Hugh Mackay, Carishader, bought the very first Hattersley loom in Uig; it was a single shuttle model. He was a marine engineer, trained in Glasgow, and could strip down the loom and reassemble it without difficulty. If he had a problem, he had no one locally to ask for advice, so he would get on his motorbike and go to Stornoway. However he admitted that quite often he had forgotten the solution, by the time he got back home! In 1936, John Buchanan of No7, Valtos, organised a meeting at Valtos school for local people. Pat Skinner from Kenneth Mackenzie Ltd was there and they arranged for Alasdair Hare from Lochs (mac piuthair Tharmoid Doinn), known as ‘am Breabadair’, to stay in the village for a few weeks. He went from shed to shed teaching as he went.

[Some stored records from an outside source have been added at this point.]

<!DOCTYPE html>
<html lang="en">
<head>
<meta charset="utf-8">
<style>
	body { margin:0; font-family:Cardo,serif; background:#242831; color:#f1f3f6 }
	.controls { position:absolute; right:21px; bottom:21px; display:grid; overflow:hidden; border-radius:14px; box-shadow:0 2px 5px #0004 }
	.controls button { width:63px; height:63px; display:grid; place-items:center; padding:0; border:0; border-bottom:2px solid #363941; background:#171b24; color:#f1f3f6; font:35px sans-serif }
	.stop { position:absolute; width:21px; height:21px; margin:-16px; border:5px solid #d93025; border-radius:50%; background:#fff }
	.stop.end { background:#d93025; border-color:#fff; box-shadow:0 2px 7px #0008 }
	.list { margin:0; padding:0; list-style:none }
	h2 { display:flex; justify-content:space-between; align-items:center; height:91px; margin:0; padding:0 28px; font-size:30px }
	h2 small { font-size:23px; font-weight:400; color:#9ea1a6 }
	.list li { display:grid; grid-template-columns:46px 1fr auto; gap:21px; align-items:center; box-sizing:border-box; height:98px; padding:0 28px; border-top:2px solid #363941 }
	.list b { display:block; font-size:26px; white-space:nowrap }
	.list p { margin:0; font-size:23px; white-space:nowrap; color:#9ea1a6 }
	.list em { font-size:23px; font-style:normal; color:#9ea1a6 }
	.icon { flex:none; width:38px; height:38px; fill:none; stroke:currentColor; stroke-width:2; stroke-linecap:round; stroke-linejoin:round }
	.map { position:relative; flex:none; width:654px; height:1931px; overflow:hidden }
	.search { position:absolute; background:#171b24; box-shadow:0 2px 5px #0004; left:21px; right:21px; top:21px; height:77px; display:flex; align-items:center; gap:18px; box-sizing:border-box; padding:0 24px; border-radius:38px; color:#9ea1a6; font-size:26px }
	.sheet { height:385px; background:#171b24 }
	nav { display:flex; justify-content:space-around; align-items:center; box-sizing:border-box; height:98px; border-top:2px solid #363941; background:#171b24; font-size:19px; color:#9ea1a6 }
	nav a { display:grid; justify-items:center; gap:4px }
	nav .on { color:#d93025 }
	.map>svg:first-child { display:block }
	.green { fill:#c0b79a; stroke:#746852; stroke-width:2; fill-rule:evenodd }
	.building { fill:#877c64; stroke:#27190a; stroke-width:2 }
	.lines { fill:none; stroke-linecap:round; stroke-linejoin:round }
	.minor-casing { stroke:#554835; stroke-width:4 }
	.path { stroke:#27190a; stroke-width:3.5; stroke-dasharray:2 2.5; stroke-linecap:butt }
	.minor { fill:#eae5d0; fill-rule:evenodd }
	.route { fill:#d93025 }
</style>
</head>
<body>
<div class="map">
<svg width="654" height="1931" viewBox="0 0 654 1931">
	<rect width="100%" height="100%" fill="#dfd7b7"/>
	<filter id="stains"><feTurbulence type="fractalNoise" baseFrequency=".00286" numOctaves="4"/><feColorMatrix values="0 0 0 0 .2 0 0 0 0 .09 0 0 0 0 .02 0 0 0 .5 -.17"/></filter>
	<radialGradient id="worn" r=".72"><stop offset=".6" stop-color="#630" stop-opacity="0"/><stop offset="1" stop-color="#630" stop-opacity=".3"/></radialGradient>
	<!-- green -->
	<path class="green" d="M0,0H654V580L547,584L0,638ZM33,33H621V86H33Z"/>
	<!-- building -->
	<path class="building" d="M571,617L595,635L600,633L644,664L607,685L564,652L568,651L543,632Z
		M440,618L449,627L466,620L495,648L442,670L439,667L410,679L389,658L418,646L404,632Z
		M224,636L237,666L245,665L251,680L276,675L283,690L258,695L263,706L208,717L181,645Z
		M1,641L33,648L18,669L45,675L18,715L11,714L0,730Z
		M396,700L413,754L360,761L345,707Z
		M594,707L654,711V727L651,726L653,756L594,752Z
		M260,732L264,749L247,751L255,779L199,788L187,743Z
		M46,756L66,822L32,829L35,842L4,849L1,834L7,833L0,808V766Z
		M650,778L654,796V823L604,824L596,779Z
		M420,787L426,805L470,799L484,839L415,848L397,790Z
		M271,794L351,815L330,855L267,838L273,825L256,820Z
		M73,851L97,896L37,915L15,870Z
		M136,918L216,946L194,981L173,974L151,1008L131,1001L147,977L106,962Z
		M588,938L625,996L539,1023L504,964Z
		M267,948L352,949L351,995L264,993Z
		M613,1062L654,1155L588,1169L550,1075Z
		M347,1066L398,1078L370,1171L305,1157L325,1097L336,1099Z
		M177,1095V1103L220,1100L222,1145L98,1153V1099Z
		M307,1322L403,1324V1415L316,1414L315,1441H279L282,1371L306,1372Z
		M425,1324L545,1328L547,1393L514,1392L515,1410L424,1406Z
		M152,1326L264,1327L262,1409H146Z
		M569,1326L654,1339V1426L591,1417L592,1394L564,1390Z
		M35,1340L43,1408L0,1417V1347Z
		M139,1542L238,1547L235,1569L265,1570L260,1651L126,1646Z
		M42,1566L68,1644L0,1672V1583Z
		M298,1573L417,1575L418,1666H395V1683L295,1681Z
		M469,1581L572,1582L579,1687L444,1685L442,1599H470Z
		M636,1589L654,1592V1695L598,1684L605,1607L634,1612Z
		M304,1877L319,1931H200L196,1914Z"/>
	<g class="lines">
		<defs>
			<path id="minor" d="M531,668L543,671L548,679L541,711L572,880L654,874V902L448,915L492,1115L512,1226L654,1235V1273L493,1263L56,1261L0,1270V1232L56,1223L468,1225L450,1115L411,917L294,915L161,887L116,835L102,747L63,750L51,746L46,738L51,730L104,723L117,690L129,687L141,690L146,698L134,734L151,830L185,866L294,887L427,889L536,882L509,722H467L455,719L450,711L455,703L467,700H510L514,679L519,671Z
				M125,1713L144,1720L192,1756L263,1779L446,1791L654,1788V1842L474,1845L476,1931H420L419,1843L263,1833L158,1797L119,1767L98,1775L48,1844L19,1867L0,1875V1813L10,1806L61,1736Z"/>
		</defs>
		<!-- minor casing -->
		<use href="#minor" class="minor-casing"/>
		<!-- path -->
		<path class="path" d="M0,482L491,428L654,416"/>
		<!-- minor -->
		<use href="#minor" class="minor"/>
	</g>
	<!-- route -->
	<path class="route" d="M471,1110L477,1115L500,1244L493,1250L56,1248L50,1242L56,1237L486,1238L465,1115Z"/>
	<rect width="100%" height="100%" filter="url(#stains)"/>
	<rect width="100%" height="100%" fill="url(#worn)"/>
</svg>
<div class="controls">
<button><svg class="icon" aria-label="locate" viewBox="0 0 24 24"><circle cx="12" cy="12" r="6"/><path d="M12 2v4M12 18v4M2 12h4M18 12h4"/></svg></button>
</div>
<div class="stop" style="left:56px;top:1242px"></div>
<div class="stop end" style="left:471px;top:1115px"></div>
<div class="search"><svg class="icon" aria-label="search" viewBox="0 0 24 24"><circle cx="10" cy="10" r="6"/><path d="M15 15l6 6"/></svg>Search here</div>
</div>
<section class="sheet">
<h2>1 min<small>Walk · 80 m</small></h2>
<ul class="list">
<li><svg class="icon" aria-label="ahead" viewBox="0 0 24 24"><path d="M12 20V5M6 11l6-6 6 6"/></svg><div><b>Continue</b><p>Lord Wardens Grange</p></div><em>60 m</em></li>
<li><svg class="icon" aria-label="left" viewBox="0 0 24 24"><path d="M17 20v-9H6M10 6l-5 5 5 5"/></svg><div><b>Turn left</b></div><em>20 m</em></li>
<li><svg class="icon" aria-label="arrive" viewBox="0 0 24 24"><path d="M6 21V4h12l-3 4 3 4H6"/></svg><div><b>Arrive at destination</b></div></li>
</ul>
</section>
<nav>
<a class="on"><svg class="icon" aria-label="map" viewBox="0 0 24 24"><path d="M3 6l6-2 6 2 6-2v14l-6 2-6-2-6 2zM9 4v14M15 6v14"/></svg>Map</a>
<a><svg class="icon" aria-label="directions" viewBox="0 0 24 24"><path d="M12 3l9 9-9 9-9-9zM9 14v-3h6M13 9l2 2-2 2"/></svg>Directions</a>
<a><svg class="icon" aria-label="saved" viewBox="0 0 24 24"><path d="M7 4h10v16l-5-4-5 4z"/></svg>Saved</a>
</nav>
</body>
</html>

The first treadle powered loom did not appear in the upper end of Uig until 1936 or so. Murdo Maclean, No. 1, was the first person in Brenish to buy a Hattersley. In Islivig the first of these revolutionary machines appeared at No. 1 in 1946, and Iain Tobaidh paid £65 for it.  Others bought their looms from Peter Macritchie, Ardroil. Before the war you could buy a loom from him for £40, and when you were earning some money from the tweeds, you could pay him back in instalments. (In 1980 a new Hattersley loom cost £6000). It didn’t take Iain long to pick up the skills needed to keep the loom running smoothly. His father filled the bobbins for the shuttles, using a converted spinning wheel, but he had quite a job keeping up with the loom. Eventually in 1948 they bought a treadle powered bobbin winder for £14, and this could fill three bobbins at a time. A second-hand Japanese one-horse power engine, and an extra spindle were soon added; in 1954 the engine became redundant when the electric arrived. The first tweed woven on the miraculous machine measured about 40 weaver’s yards (a weaver’s yard is 8 feet). This meant that the piece of cloth was well over 100 yards long, though only 29 inches wide when shrunk. For this he was paid £2.18/0, which was better than the 1/- a weaver’s yard, paid in 1939. He could usually manage two or two and a half tweeds a week, depending on the croft work.

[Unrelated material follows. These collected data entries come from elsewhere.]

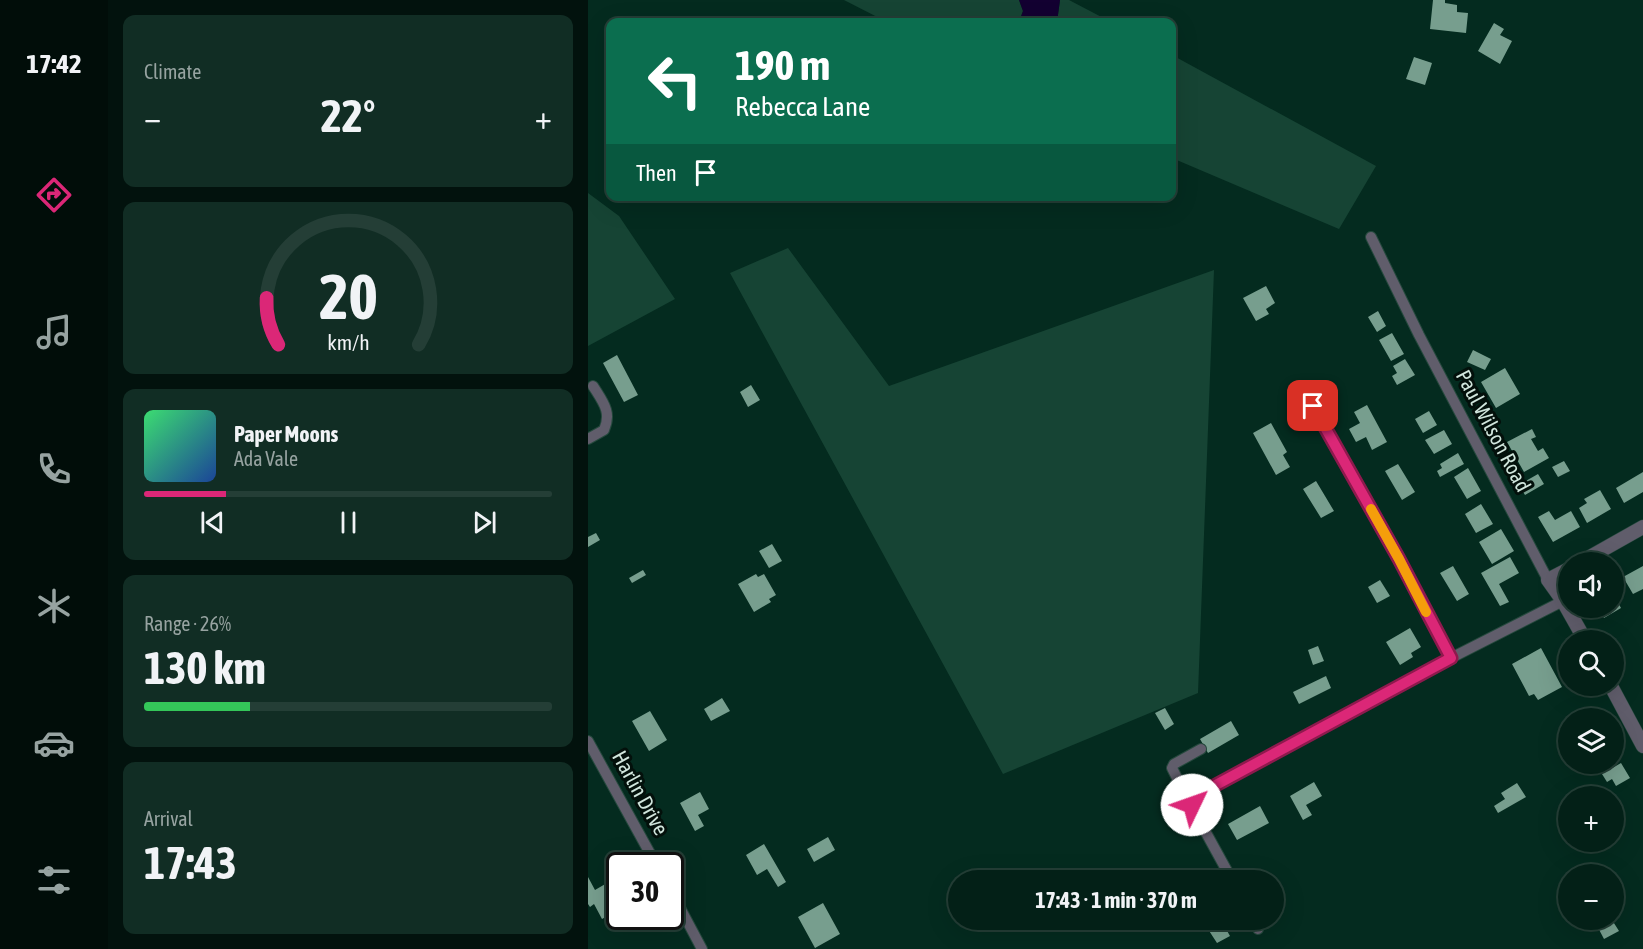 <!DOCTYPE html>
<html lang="en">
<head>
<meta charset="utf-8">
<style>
  body { margin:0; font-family:"Asap Condensed",sans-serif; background:#112d24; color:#f1f3f6; height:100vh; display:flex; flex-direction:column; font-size:22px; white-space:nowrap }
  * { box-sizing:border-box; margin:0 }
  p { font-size:20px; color:#97a3a1 }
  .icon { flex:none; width:33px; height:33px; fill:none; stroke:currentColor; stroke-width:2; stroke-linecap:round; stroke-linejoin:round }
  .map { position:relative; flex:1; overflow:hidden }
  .sheet { display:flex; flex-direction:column; gap:15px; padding:15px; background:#02120d; width:480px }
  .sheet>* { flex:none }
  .banner { position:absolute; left:18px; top:18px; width:570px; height:183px; border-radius:12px; box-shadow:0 6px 24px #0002,0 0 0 2px #243e36; background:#0b6e4f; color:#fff; overflow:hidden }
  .controls { position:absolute; left:970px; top:552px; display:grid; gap:12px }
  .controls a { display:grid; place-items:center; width:66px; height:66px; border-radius:50%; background:#032017; box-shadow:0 6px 24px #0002,0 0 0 2px #243e36; font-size:30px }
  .speed { position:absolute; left:18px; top:852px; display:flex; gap:12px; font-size:30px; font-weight:700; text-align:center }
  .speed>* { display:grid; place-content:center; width:78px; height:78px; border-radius:50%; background:#032017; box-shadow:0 6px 24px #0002,0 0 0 2px #243e36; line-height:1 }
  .speed .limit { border:3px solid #111; border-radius:9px; background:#fff; color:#111 }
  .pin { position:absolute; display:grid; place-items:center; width:51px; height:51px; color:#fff; margin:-26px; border-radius:12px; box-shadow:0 3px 9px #0006 }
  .me { position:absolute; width:66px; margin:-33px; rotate:48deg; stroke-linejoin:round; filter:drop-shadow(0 0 4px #0008) }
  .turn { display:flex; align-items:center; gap:21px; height:126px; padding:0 30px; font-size:27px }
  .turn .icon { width:78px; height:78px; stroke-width:2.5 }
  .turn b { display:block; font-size:42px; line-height:51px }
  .then { display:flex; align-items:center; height:57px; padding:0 30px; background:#0003; gap:12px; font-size:22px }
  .big { font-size:45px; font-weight:700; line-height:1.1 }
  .sheet .tile { flex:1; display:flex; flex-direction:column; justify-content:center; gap:9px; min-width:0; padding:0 21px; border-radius:12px; background:#112d24 }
  .sheet .dial { align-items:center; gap:0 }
  .dial svg { height:156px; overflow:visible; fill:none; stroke:#243e36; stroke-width:7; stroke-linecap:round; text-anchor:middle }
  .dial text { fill:#f1f3f6; stroke:none }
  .song { display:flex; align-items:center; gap:18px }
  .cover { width:72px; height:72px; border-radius:9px; background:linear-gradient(135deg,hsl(140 70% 55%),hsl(220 70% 35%)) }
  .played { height:6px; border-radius:3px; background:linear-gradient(90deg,#db2777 20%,#243e36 20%) }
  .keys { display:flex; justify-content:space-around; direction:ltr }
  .heat { display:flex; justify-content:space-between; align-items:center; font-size:33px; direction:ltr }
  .charge { height:9px; border-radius:4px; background:linear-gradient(90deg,#34c759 26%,#243e36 0) }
  .trip { position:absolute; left:360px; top:870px; width:336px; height:60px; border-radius:30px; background:#032017; box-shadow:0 6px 24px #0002,0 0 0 2px #243e36; font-weight:700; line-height:60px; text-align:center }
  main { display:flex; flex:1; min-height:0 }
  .tabs { display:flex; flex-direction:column; width:108px; justify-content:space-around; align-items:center; background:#010d09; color:#97a3a1 }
  .tabs .icon { width:42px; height:42px }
  .tabs .on { color:#db2777 }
  .tabs b { font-size:27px; color:#f1f3f6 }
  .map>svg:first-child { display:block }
  .green { fill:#164434 }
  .water { fill:#130031 }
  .building { fill:#779e8e }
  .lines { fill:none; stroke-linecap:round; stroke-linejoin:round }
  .minor-casing { stroke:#25493d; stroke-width:12 }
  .tertiary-casing { stroke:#25493d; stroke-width:15 }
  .minor { stroke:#605d6b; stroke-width:10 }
  .tertiary { stroke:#605d6b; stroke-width:14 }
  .route-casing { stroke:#8e194d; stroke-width:15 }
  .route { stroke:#db2777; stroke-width:10 }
  .slow { stroke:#f59e0b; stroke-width:10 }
  .labels { text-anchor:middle; stroke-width:6; stroke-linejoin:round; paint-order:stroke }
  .street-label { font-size:21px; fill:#d1e6dd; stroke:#03100b }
</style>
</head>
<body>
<main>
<nav class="tabs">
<b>17:42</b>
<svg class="icon on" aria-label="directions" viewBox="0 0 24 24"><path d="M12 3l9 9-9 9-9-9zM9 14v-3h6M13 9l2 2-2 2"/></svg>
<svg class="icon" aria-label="music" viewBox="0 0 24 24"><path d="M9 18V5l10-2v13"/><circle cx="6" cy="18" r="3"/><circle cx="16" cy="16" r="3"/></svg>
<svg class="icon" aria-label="phone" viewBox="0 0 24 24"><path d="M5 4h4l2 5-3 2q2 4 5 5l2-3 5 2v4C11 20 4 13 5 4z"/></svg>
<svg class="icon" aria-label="climate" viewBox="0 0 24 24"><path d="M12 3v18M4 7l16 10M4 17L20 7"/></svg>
<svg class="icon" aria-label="car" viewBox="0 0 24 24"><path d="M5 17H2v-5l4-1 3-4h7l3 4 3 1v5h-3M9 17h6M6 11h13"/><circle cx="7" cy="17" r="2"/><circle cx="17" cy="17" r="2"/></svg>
<svg class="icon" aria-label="filters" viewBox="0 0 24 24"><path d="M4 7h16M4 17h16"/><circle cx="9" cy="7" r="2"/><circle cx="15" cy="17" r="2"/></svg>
</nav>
<section class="sheet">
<div class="tile"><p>Climate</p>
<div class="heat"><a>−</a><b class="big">22°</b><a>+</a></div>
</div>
<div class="tile dial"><svg viewBox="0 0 100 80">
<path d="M14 69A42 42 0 1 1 86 69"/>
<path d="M14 69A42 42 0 0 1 8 45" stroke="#db2777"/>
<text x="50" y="56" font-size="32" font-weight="700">20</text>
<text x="50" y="72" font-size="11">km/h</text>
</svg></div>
<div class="tile">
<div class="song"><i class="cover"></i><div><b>Paper Moons</b><p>Ada Vale</p></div></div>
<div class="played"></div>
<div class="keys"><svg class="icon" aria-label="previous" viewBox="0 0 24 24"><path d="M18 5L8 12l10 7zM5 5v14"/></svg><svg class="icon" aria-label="pause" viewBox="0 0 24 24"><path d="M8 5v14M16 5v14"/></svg><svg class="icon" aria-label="next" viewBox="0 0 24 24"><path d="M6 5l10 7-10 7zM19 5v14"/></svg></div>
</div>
<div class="tile"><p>Range · 26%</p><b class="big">130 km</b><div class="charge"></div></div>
<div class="tile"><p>Arrival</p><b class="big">17:43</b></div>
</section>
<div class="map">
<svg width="1055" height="949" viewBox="0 0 1055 949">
  <rect width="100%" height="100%" fill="#042b1f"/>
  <path class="green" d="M256,0h175l4,11 -4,11h-132z
    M472,0h9l42,22h-54z
    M584,55l204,111 -37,63 -167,-71z
    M0,193l31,23 56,83 -87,47z
    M200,248l101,138 325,-116 -16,423 -195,81 -273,-501z"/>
  <path class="water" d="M431,0h41l-3,22h-38l4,-11z"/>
  <path class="building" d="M845,0h12v3l12,2v7l11,1 -2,20 -36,-4z
    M906,23l10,6 -4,6 12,6 -12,23 -22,-13z
    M826,57l18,6 -7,22 -19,-6z
    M678,286l9,17 -9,6 3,5 -13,7 -13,-23z
    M790,311l8,15 -9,6 -9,-15z
    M804,333l12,21 -13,7 -12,-21z
    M885,350l18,9 -6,11 -18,-8z
    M29,355l21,40 -14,7 -21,-39z
    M817,359l10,16 -18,10 -5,-9 5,-3 -4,-7z
    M917,368l15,26 -24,14 -15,-26z
    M163,385l9,15 -12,7 -8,-15z
    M779,405l20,37 -15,8 -6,-13 -10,5 -7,-13 11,-6 -6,-11z
    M841,411l8,14 -14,8 -8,-14z
    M683,423l16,29 -4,3 7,12 -14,8 -23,-42z
    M944,429l4,8 -5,2 7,12 5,-3 6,10 -25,14 -17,-30z
    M856,430l8,14 -18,10 -9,-14z
    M870,453l6,11 -24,13 -3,-6 5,-3 -2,-4z
    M976,461l6,10 -12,6 -6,-10z
    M810,464l17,28 -13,8 -17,-29z
    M880,468l13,23 -14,8 -13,-22z
    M1055,472v20l-19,11 -8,-15z
    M950,474l6,10 -19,11 -6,-10z
    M728,481l18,30 -13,7 -18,-29z
    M1012,490l11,19 -24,14 -8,-15 8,-5 -3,-4z
    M893,504l12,20 -17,9 -11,-19z
    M961,511l6,9 16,-9 9,16 -27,15 -15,-25z
    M913,529l13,22 -22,13 -13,-22z
    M8,533l4,7 -12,7v-10z
    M184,544l10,17 -13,7 -10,-17z
    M922,557l9,16 -20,11 10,18 -9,4 -19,-33z
    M865,566l16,28 -12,7 -17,-28z
    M1055,566v23l-10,5 -10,-17z
    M55,570l3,5 -14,8 -3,-5z
    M168,574l2,3 6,-3 12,21 -7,4 2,3 -17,10 -16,-28z
    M792,580l10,16 -13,7 -9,-16z
    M1026,595l7,13 -17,10 -5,-9 -3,2 -2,-3h20z
    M822,628l11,19 -10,6 2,4 -13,8 -14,-23z
    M730,646l6,15 -11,4 -5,-15z
    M953,648l21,39 -24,13 -4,-6 -5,2 -17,-32z
    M738,676l5,12 -32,16 -6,-12z
    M134,698l8,13 -19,10 -7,-12z
    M577,708l9,16 -9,6 -10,-17z
    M62,711l17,29 -18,11 -17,-30z
    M643,721l8,14 -31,18 -8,-14z
    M1033,763l9,15 -14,8 -4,-7 -5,3 -5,-8z
    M726,782l8,14 -16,9 6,10 -9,5 -13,-24z
    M929,783l9,14 -28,16 -4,-7 11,-7 -4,-6z
    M112,792l9,17 -11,6 6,11 -9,5 -15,-28z
    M672,806l9,17 -32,17 -9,-16z
    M240,837l7,13 -21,12 -7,-13z
    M176,844l22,38 -8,5 -11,-18 -10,6 -11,-20z
    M0,877l7,13 12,-7 13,23v3l-18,10 -8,-15 -4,3 -2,-3z
    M235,903l17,31 -25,14 -17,-31z
    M614,920h19l9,16 -13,7z
    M1011,920h13l7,11 -15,8 -9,-17z"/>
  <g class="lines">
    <g class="minor-casing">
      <path id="minor" d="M783,237l48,98 129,245
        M725,406l86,153 52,99
        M0,439l16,-9c8,-18 -1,-28 -11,-44
        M0,741l69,125
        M605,800l-12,-14 -9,-18 2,-4 27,-15
        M644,880l-39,-71v-9l3,-4 255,-138 112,-57
        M82,889l32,60
        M665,920l5,9"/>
    </g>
    <g class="tertiary-casing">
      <path id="tertiary" d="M993,562l62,-35
        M981,569l-21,11 15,21 22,39
        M1023,686l32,60"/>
    </g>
    <use href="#minor" class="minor"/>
    <use href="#tertiary" class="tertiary"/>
  </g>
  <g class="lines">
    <g class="route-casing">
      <path id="route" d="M604,805l1,-5 8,-7 250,-135 -52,-99 -86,-153"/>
    </g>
    <use href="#route" class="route"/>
    <path class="slow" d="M783,509l28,50 27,53"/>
  </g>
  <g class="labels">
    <g class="street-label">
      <text transform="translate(905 431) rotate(62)" y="7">Paul Wilson Road</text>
      <text transform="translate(52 793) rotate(61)" y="7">Harlin Drive</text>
    </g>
  </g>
</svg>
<div class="controls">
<a><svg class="icon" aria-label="sound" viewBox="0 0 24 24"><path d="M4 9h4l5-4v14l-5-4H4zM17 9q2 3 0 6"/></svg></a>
<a><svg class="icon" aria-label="search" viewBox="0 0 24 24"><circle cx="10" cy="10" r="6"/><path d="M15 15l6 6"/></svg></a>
<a><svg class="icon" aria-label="layers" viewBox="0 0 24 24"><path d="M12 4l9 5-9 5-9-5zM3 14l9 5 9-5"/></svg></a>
<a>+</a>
<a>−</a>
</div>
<div class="speed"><div class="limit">30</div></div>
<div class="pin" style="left:725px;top:406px;background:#d93025"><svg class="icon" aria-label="arrive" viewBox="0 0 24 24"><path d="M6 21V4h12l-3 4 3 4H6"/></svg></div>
<svg class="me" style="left:604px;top:805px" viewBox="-20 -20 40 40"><circle r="19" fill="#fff"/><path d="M0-13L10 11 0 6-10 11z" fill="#db2777"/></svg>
<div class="trip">17:43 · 1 min · 370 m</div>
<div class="banner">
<div class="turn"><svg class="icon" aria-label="left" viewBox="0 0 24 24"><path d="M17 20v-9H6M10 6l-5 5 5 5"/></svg><div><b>190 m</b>Rebecca Lane</div></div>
<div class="then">Then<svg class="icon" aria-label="arrive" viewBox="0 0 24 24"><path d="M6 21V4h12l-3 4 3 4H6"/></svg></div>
</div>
</div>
</main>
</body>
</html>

To house the new loom a shed had already been built. The walls were only one concrete block thick and there was no form of heating. “Even in the coldest weather you didn’t need it – the loom was the best heater of the lot. While you were weaving you never needed any entertainment, like they do nowadays. Once the loom was going you could disappear into your imagination. In your mind you could build castles in the air one day, and knock them down the next. You were never short of company when you had your thoughts. If you did get a visitor, it was impossible to continue working because of the noise, but every minute you sat chatting, was your own money being wasted. Compare that to working on the roads, when time off for a chat, was paid for by somebody else!”

(Thanks to Iain Macdonald, Islivig, John Buchanan, Valtos, the late Alexander Smith, Cnip and Teen Anne Murray, Valtos.)